Whining, nagging, and clinging may all be attempts to get your attention. And they may drive you crazy. But there are different approaches to take to each of them if you want your child to stop.
Turning Off The Whine
Your toddler may whine because she's tired, hungry, or bored. The obvious solution is to take care of her problem. Let her rest, feed her, or distract her. If possible, head off whininess before it occurs. Schedule a break before your child gets overtired. Carry a snack in case she gets hungry. Be prepared with a book or small toy when you have to wait in line at the grocery store. Whenever possible, try not to let her get to the point of whining.
Your older child may whine for more complicated reasons. She may have developed the habit as a toddler. She may have learned to deal with discomfort by complaining about it. If her whining is very annoying to you, she has probably learned that she can get a great deal of (negative) attention by whining.
Make it clear to your child that you will no longer listen to her whine. If she keeps it up, ask her to leave the room until she can speak in a normal voice. You may realize you've fallen into the habit of trying to solve her problems when she whines. If so, stop. Let her solve her problem herself, or offer to discuss it with her when she's no longer whining.
Putting An End To Nagging
The reason your child keeps asking for something even when you say no is simple. She knows that eventually you will give in. It's only human to want the nagging to stop. But if you cave in, it will only make the nagging worse the next time. Suppose your child asks to stay up for one more television show. If you hold out for five minutes and then give in, your child learns to keep nagging for at least five minutes. No matter how long you refuse, if you eventually give in, you're teaching her that nagging works. (She also gets your attention as long as the debate lasts.) There are two ways to stop a child from nagging. First, when you say no, stick to it. Don't give in and don't argue. Once you begin debating the issue, you've lost half the battle. (That doesn't mean you can't change your mind from time to time if you decide you were wrong. But don't do it just to buy yourself some peace.)
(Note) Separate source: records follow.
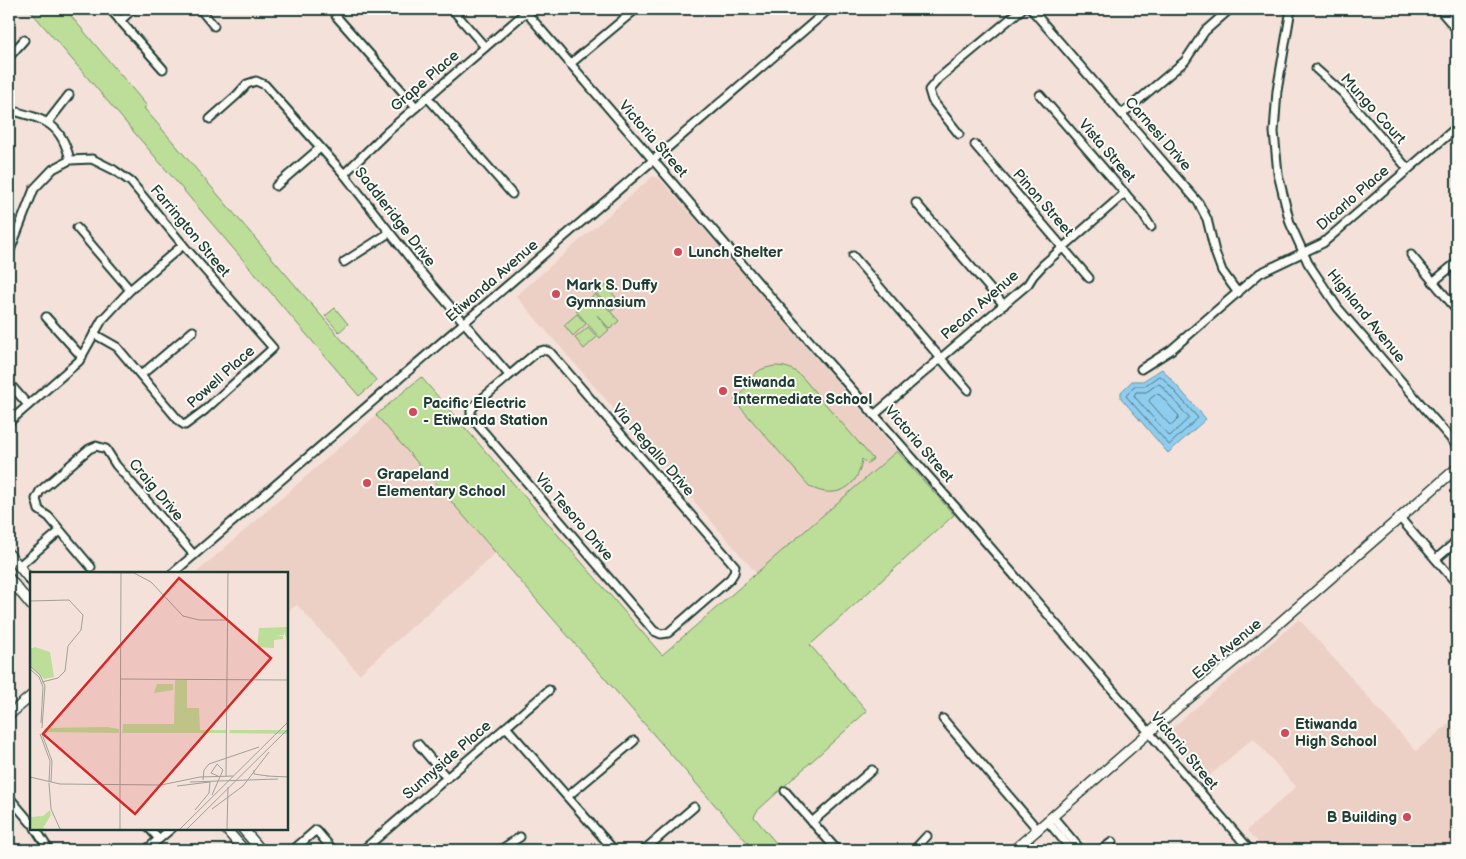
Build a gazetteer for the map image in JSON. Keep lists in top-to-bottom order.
{
  "streets": {
    "main road": ["East Avenue"],
    "street": [
      "Grape Place",
      "Mungo Court",
      "Carnesi Drive",
      "Victoria Street",
      "Vista Street",
      "Dicarlo Place",
      "Pinon Street",
      "Saddleridge Drive",
      "Farrington Street",
      "Etiwanda Avenue",
      "Pecan Avenue",
      "Highland Avenue",
      "Powell Place",
      "Via Regallo Drive",
      "Craig Drive",
      "Via Tesoro Drive",
      "Sunnyside Place"
    ]
  },
  "crossings": [
    ["Grape Place", "Victoria Street"],
    ["Grape Place", "Saddleridge Drive"],
    ["Mungo Court", "Dicarlo Place"],
    ["Carnesi Drive", "Dicarlo Place"],
    ["Victoria Street", "Etiwanda Avenue"],
    ["Victoria Street", "Pecan Avenue"],
    ["Victoria Street", "East Avenue"],
    ["Vista Street", "Pecan Avenue"],
    ["Dicarlo Place", "Highland Avenue"],
    ["Pinon Street", "Pecan Avenue"],
    ["Saddleridge Drive", "Etiwanda Avenue"],
    ["Saddleridge Drive", "Via Regallo Drive"],
    ["Saddleridge Drive", "Via Tesoro Drive"],
    ["Farrington Street", "Powell Place"],
    ["Etiwanda Avenue", "Craig Drive"],
    ["Via Regallo Drive", "Via Tesoro Drive"]
  ],
  "places": [
    "Lunch Shelter",
    "Mark S. Duffy Gymnasium",
    "Etiwanda Intermediate School",
    "Pacific Electric - Etiwanda Station",
    "Grapeland Elementary School",
    "Etiwanda High School",
    "B Building"
  ]
}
Secondly, give your child your full attention when she asks you something. Whether you say yes or no, it's important to be attentive. Sometimes children get into the habit of nagging because they aren't being heard the first few times they speak. If your child realizes you're not tuned in to her, she may ask several times until she gets a loud, annoyed No! or a defeated All right, already!
Getting A Clinging Child To Let Go
If your child clings to you, it's because she feels insecure being away from you. If you try to push her away, she will probably only tighten her grip.
The way to get a clinging child to let go is to stay close to her. If she knows she can depend on your being there, she won't feel the need to hold on quite so tightly. If a situation makes her uncomfortable, try to get her used to it gradually.
If your child is reluctant to join other children in a play group, have just one child over to play. If she has a good friend, make sure that child is there when you introduce your child to a group. Help her get over her initial shyness by sitting near her and suggesting things to do. If another child is playing with something that can be shared easily, like blocks or toy figures, see if you can get her engaged in playing too.
Clinginess is perfectly normal. Don't be embarrassed or outwardly bothered by her behavior. You don't want to add to her shyness or difficulty separating by making her feel you're ashamed of her.
When she does take a step away from you, don't remark on it or call attention to it. And don't take the opportunity to flee. She needs to learn that you'll still be there, even if she takes a few independent steps. Later on, when you're alone, you can praise her and comment on what a good time she had.